僕らが子どものころには、「群れ遊び」が当たり前で、地域で暮らす親も自営業だったり農家だったりする人が多く、子どもたちが何かやらかすと叱り飛ばしたりしていた。しかし、今は核家族化やマンション住まいの子どもが増えたことで、地域であるとかコミュニティーといったものが失われつつある。ですから、あえて地域活動に参加するパパ友同士で、自分の子どもではない子どもと接する機会をつくってあげることは、とても重要です。

 このような関係を“斜めの関係”と言うのですが、昔は縦でも横でもない、斜めの人間関係というものがあって、それが子どもの成長に大きな役割を果たしていたと思います。寅さんで言えば、寅さんの義弟に前田吟さん演ずる博がいて、その息子に満男がいますよね。その満男にとっては伯父さんで、重要な斜めの関係となるのが寅さんです。パパである博はマジメな印刷工で、寅さんはそれとは真逆の生き方をしている。親とは違う存在の大人を子どもが知ることも大事なんです。

 例えば、ママは良妻賢母型の人生なんだけれども、ママの妹、つまり、子どもにとっての叔母はキャリアバリバリで働いていて結婚はしていないとか。全く違う生き方をしている2人の女性を見ることで、子どもは葛藤することができる。要するに、自分の親が「これをやっておけば大丈夫」と言っても、「でも、こっちのほうが楽しそうな生き方をしているかも?」と思うことが大事。成長していくなかで、最終的に「自分はどっちの生き方をするんだ?」と葛藤することができますよね。いろんな大人を知るというのは、子どもの成長にとっていいことだと思います。

自分の親以外のことを知るのは大事なこと

 一番、子どもの成長にとって良くないのは、夫婦そろって同じ教育方針になってしまうこと。よく、夫婦で教育方針についてコンセンサスを得ておいたほうがいいなどと言う人もいますが、僕は逆だと思います。なぜなら、教育方針が同じだと、それが完全に既定路線となって決まってしまう。すると、子どもは親の期待に応えようとするしかなくなって、言いなりになるしかありません。これって、考えてみれば怖いことですよね。そうやって育った子どもが大人になって何かでコケたとき、親のせいにするようになったら厄介ですからね。

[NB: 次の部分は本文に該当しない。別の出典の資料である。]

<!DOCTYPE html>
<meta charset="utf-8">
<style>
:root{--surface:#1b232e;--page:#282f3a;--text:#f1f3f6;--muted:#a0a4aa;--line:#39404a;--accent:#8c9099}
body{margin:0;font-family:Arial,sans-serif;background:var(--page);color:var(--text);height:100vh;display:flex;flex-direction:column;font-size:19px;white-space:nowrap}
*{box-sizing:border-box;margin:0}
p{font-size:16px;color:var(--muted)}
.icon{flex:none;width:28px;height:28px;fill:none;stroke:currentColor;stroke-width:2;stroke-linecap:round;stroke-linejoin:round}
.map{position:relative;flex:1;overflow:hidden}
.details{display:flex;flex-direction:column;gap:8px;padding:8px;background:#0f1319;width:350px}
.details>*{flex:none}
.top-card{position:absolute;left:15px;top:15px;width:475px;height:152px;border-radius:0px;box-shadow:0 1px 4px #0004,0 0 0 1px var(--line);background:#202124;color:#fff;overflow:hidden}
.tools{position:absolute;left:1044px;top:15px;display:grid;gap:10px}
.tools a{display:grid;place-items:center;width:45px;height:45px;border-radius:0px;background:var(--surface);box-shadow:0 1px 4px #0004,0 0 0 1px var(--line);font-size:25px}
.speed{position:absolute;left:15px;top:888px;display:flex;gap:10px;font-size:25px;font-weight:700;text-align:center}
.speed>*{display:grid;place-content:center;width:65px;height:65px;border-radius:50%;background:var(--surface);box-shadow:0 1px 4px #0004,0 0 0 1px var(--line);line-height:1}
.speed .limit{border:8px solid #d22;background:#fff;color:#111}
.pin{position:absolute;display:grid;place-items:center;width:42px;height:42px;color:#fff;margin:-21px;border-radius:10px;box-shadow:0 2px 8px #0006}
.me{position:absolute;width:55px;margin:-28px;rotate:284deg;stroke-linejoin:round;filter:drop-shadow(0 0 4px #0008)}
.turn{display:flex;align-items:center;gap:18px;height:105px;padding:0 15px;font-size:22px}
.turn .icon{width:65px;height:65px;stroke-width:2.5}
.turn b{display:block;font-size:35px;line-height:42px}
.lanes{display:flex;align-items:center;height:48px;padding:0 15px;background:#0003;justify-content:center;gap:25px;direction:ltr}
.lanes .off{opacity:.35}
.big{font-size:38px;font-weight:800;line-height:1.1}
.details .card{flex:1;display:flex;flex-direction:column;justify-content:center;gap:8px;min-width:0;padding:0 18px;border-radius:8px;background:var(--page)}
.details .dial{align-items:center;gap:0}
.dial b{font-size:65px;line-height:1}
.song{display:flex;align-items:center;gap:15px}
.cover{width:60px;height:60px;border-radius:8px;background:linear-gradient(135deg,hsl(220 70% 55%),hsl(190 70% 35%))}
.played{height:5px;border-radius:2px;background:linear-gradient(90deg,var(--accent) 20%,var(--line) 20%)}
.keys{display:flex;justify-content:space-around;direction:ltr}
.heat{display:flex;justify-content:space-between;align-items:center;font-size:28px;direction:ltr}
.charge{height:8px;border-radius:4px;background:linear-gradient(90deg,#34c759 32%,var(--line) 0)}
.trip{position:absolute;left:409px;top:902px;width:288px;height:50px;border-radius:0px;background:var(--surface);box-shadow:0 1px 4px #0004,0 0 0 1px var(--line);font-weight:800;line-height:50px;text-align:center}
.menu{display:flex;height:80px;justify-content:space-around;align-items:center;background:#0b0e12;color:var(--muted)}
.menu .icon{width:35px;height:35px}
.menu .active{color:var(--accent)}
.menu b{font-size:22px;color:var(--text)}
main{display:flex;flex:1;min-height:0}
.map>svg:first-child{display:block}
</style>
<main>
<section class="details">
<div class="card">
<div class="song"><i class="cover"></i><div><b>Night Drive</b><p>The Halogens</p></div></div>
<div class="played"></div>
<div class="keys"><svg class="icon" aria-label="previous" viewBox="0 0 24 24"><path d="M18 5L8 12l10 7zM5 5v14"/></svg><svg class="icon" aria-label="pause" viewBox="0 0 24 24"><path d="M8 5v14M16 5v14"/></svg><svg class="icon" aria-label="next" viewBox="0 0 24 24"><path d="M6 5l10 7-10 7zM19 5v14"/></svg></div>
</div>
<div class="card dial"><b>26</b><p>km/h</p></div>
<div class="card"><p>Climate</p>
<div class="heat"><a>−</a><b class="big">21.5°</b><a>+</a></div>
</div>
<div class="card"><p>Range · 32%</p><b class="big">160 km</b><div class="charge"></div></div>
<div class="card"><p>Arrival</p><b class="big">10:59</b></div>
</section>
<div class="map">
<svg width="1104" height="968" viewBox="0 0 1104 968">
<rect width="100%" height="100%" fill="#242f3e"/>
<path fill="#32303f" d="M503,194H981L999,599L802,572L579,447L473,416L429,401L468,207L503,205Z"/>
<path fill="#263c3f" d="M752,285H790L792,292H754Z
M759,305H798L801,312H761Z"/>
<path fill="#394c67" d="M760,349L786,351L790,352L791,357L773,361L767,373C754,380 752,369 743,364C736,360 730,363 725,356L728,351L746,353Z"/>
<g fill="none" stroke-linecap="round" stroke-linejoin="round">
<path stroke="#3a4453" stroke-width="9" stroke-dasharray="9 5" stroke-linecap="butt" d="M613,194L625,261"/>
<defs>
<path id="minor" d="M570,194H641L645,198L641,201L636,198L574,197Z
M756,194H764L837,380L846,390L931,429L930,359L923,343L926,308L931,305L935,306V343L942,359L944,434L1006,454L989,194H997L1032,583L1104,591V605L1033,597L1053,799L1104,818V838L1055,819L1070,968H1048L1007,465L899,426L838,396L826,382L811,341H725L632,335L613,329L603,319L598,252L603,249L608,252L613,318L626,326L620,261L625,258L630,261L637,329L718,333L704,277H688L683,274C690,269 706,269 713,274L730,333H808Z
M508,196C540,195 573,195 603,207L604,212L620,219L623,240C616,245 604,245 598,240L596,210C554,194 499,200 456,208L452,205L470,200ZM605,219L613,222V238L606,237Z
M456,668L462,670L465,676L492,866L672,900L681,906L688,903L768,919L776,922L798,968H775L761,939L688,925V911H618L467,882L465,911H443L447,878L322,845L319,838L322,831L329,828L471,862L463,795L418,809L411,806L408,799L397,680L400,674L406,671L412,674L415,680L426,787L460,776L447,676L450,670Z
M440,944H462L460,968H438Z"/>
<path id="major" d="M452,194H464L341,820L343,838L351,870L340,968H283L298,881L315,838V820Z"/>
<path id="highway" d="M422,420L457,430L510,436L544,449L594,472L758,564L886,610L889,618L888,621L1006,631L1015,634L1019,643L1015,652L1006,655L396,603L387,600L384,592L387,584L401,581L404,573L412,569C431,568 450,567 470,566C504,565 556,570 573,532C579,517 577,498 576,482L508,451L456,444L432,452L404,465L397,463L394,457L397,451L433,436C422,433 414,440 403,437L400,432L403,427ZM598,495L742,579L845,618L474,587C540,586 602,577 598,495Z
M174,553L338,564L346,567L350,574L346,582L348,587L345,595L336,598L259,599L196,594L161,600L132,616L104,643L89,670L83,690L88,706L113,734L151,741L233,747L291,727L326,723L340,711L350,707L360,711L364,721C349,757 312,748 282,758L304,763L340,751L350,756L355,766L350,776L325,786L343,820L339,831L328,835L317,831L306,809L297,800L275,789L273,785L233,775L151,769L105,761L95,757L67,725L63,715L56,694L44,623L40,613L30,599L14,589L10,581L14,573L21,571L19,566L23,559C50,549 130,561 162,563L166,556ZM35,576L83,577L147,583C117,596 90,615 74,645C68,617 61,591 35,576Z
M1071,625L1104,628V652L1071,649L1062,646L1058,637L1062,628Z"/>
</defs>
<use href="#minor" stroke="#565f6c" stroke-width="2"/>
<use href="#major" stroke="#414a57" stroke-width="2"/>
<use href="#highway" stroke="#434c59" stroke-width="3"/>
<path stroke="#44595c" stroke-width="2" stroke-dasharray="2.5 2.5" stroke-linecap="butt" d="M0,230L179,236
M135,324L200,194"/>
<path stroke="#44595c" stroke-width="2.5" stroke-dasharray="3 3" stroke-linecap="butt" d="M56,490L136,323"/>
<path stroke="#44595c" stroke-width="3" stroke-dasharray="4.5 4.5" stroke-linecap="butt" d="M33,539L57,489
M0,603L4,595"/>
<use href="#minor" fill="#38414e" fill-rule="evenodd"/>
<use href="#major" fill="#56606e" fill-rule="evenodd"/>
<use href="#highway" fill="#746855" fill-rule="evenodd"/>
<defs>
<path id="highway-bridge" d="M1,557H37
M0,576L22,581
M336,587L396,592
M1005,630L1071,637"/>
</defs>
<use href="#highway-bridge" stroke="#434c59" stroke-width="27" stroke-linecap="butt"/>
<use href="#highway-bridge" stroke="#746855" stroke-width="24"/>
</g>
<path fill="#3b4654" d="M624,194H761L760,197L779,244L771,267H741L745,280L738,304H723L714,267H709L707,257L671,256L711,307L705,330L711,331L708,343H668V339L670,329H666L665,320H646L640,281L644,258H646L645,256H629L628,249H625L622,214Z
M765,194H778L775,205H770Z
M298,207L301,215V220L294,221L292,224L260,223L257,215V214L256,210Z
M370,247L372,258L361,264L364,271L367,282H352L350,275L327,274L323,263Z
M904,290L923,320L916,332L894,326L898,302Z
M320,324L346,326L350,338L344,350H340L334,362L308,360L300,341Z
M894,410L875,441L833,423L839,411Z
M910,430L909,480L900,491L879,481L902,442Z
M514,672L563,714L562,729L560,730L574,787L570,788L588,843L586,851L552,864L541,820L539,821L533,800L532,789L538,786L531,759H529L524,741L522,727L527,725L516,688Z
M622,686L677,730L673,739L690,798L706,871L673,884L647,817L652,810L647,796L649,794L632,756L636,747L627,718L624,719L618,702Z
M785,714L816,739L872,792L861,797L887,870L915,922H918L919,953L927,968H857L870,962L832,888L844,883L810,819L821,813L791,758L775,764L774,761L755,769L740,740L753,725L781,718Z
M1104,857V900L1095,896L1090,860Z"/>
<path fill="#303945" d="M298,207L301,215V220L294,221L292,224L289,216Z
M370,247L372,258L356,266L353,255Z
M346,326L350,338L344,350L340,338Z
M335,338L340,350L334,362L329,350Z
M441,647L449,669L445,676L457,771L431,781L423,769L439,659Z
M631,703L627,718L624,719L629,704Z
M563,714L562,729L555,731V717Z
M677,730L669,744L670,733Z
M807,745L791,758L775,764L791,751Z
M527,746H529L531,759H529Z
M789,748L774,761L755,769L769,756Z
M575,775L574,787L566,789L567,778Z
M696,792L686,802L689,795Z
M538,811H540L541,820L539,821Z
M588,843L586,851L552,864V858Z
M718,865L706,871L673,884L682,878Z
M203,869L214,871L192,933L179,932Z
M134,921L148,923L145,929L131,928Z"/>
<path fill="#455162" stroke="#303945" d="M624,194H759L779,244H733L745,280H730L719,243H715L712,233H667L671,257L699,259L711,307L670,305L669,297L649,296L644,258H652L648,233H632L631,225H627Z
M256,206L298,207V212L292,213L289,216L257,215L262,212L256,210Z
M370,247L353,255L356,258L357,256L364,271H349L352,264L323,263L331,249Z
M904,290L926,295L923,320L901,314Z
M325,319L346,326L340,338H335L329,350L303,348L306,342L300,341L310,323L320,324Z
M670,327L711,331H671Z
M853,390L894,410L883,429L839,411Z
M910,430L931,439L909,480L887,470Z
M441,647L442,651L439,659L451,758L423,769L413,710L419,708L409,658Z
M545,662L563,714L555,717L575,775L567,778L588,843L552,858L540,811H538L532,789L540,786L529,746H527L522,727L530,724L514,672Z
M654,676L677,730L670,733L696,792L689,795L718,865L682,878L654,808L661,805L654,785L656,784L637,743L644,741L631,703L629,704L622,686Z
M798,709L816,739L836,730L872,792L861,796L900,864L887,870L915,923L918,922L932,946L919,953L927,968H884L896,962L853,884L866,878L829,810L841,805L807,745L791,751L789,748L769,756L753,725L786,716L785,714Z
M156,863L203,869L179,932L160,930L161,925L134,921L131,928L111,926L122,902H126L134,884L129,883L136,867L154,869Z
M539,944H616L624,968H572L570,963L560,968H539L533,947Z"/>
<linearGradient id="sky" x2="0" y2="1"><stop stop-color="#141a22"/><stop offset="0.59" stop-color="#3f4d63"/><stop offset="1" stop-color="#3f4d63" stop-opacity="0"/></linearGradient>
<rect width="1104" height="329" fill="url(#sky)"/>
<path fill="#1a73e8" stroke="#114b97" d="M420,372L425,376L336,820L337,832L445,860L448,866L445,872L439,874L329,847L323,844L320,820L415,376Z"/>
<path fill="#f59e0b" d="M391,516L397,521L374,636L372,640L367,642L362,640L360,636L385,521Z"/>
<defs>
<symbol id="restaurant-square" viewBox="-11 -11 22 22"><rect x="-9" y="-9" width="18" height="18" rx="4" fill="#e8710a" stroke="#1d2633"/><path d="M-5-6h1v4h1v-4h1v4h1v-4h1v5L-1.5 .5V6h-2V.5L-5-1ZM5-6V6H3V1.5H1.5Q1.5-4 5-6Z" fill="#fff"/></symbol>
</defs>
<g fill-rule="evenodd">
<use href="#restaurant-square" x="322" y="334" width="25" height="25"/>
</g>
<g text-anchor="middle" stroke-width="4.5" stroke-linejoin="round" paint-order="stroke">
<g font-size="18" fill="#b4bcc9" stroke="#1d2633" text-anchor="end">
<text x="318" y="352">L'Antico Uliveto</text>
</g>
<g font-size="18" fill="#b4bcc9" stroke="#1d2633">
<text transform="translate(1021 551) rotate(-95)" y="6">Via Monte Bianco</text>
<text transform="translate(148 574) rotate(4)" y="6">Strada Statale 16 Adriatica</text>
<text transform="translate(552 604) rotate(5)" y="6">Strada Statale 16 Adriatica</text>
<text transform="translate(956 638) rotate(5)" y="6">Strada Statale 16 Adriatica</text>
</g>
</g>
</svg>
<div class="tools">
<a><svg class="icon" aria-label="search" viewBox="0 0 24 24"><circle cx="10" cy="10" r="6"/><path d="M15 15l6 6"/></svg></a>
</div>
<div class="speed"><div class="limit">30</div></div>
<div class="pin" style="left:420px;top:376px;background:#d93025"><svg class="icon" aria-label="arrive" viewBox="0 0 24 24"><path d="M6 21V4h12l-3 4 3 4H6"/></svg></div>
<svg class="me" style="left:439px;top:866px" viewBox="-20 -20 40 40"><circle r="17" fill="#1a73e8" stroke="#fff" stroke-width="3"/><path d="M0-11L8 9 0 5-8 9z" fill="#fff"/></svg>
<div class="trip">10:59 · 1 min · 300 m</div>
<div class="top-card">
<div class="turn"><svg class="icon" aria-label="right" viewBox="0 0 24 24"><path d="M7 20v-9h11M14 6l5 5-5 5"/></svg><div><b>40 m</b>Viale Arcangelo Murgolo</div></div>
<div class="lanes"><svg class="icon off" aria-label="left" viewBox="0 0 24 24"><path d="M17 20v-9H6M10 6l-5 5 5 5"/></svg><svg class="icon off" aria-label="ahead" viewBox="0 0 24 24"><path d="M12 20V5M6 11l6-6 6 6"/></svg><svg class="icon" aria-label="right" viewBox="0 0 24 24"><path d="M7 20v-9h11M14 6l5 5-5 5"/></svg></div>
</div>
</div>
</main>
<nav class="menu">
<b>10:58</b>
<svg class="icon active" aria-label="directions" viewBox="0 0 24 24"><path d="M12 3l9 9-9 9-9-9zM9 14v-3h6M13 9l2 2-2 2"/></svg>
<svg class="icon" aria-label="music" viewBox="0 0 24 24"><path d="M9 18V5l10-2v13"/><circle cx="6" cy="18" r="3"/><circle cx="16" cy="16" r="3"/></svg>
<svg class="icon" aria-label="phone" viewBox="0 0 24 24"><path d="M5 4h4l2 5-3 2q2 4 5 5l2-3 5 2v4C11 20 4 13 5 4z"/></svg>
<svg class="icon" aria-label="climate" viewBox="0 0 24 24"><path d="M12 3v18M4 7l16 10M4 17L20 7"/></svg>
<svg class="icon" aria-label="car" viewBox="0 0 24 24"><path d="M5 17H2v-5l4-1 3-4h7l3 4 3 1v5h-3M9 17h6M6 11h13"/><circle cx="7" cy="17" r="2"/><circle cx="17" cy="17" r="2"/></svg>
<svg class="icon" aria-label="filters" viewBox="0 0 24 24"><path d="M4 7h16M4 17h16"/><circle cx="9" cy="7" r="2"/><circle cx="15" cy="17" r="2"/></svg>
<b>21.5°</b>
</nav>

 若者たちに話を聞いていると、「私は親に支配されて育った」と言う若者が多いんです。そういうリスクを回避するためにも、やはり、斜めの関係をつくる機会を子どもに多く与えておくことが大事だと思います。

 そういった考えから、僕の場合は小学校でPTA会長になったときに、おやじの会と同じような組織「パパ会」を作って、みんなでキャンプだとかスキーだとかに行くという企画を立てました。その間、ほとんどのママは同行しないで、子育てはお休みしていました。

 FJでも、年に1回、父子合宿をやります。そのルールが、自分の子どもとは同じ部屋で寝ないというもの。他の子どもと一緒に過ごすようにしています。他の子どもと風呂に入り、本の読み聞かせをしたり。そうすると、パパも子どもも新鮮な体験をする。「ウチの子はこの本は嫌いなのに、この子は好きなんだな」と。子どものほうも、「ウチのパパはこんなことするとダメって言うのに、このパパはダメって言わないんだ」とか。その違いを知るということがとても大事なんですね。兄弟がいない子どもたちの場合には、異年齢での縦の関係を学ぶことができます。